- INSTRUCTIONS TO FOLLOW
Only the lines from the top of the listing below to the line that has "const shape = rows" should be echoed, with both ends kept and pictures left out.

-------- INFORMATION SHOWN --------

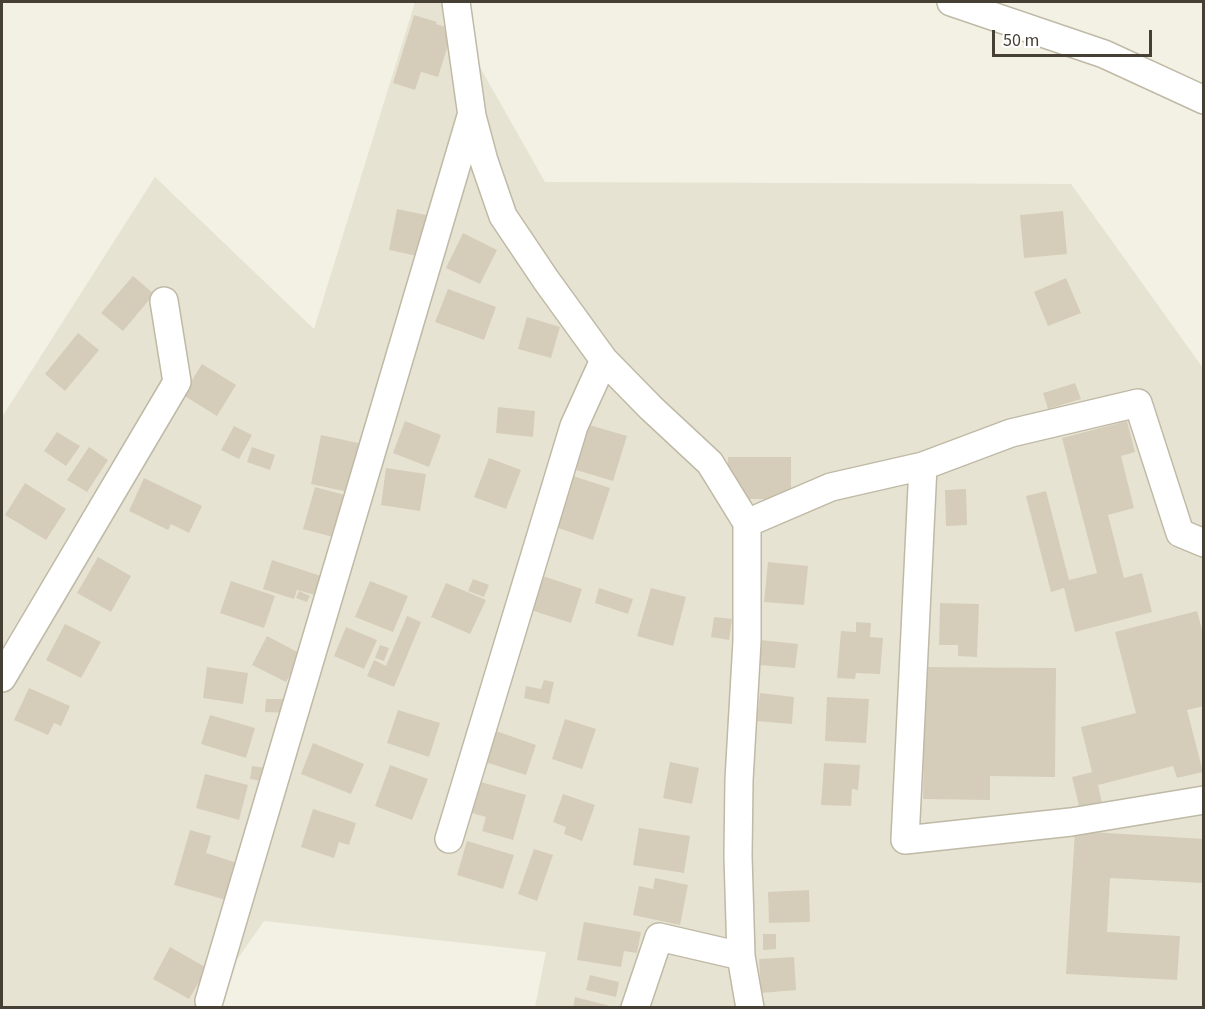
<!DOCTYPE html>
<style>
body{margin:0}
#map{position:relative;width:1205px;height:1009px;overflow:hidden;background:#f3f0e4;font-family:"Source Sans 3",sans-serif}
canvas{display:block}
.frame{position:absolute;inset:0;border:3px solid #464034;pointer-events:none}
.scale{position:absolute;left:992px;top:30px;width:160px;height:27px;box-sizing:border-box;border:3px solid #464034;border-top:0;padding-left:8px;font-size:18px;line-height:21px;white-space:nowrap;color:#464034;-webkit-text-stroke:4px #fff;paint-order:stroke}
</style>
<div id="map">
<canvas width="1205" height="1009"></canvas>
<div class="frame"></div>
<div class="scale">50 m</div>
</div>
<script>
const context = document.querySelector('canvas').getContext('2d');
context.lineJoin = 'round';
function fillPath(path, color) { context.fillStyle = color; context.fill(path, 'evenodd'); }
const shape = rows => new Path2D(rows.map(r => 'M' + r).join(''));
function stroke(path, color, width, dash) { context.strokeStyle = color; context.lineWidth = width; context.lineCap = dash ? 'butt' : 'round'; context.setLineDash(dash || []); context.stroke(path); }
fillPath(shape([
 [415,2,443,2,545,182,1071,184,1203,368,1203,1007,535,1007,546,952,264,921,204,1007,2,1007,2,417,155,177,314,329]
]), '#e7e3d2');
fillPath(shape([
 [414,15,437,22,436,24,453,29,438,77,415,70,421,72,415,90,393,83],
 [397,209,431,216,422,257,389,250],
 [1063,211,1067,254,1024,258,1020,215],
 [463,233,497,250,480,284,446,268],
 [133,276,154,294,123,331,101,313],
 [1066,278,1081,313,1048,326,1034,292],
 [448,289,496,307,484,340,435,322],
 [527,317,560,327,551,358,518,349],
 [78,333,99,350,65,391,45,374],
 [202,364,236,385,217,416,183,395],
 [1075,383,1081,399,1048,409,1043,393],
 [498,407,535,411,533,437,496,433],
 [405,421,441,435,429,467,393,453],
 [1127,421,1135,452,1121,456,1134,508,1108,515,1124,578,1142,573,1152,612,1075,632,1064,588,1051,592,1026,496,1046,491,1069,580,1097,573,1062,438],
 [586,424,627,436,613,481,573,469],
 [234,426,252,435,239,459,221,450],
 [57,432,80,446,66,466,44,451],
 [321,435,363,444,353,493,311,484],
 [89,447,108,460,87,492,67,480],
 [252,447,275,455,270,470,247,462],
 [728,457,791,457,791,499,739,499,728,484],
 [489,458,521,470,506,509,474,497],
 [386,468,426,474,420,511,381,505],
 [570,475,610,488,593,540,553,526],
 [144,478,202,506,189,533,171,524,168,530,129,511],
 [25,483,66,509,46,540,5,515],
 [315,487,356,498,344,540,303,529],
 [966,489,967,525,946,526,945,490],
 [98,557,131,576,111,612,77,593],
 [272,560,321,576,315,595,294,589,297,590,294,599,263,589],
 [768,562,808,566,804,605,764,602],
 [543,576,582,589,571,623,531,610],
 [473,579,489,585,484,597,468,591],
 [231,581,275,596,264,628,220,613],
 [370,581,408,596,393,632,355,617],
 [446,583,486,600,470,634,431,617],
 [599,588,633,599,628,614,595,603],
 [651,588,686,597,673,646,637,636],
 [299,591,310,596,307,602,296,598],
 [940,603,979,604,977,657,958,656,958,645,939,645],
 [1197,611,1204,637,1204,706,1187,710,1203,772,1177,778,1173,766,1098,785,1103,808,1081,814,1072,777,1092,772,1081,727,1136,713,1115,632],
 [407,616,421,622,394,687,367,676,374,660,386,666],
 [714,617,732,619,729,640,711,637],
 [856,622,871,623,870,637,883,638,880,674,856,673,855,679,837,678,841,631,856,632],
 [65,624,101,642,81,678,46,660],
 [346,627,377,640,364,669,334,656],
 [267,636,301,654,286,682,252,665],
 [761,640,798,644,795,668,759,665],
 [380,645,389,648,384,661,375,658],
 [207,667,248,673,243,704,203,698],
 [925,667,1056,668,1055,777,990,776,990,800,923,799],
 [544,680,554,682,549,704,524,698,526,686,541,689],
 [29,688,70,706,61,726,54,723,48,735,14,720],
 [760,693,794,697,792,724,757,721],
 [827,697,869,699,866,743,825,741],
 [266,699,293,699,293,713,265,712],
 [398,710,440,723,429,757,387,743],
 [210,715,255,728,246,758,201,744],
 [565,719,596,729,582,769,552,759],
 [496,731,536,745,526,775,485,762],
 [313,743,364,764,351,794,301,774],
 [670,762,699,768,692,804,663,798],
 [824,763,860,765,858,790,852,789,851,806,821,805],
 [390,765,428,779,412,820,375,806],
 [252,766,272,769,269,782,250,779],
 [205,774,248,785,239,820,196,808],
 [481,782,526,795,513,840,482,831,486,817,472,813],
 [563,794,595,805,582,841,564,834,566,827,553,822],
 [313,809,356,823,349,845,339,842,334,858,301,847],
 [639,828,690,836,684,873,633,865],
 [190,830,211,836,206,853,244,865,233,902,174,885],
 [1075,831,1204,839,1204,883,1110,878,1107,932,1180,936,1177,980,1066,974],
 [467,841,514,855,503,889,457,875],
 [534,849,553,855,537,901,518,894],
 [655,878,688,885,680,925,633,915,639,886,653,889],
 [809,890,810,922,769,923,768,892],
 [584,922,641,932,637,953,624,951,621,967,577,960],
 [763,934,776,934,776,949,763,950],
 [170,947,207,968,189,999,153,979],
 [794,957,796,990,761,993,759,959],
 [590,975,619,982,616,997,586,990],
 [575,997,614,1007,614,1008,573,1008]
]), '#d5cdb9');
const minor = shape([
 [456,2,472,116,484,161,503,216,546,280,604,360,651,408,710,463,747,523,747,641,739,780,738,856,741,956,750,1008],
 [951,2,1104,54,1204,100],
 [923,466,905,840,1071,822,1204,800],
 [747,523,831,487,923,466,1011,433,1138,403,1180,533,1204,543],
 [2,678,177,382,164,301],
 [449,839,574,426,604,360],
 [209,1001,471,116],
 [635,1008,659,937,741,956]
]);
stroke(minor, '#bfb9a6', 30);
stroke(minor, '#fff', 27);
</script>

--------

- EXERCISE OUTPUT
<!DOCTYPE html>
<style>
body{margin:0}
#map{position:relative;width:1205px;height:1009px;overflow:hidden;background:#f3f0e4;font-family:"Source Sans 3",sans-serif}
canvas{display:block}
.frame{position:absolute;inset:0;border:3px solid #464034;pointer-events:none}
.scale{position:absolute;left:992px;top:30px;width:160px;height:27px;box-sizing:border-box;border:3px solid #464034;border-top:0;padding-left:8px;font-size:18px;line-height:21px;white-space:nowrap;color:#464034;-webkit-text-stroke:4px #fff;paint-order:stroke}
</style>
<div id="map">
<canvas width="1205" height="1009"></canvas>
<div class="frame"></div>
<div class="scale">50 m</div>
</div>
<script>
const context = document.querySelector('canvas').getContext('2d');
context.lineJoin = 'round';
function fillPath(path, color) { context.fillStyle = color; context.fill(path, 'evenodd'); }
const shape = rows => new Path2D(rows.map(r => 'M' + r).join(''));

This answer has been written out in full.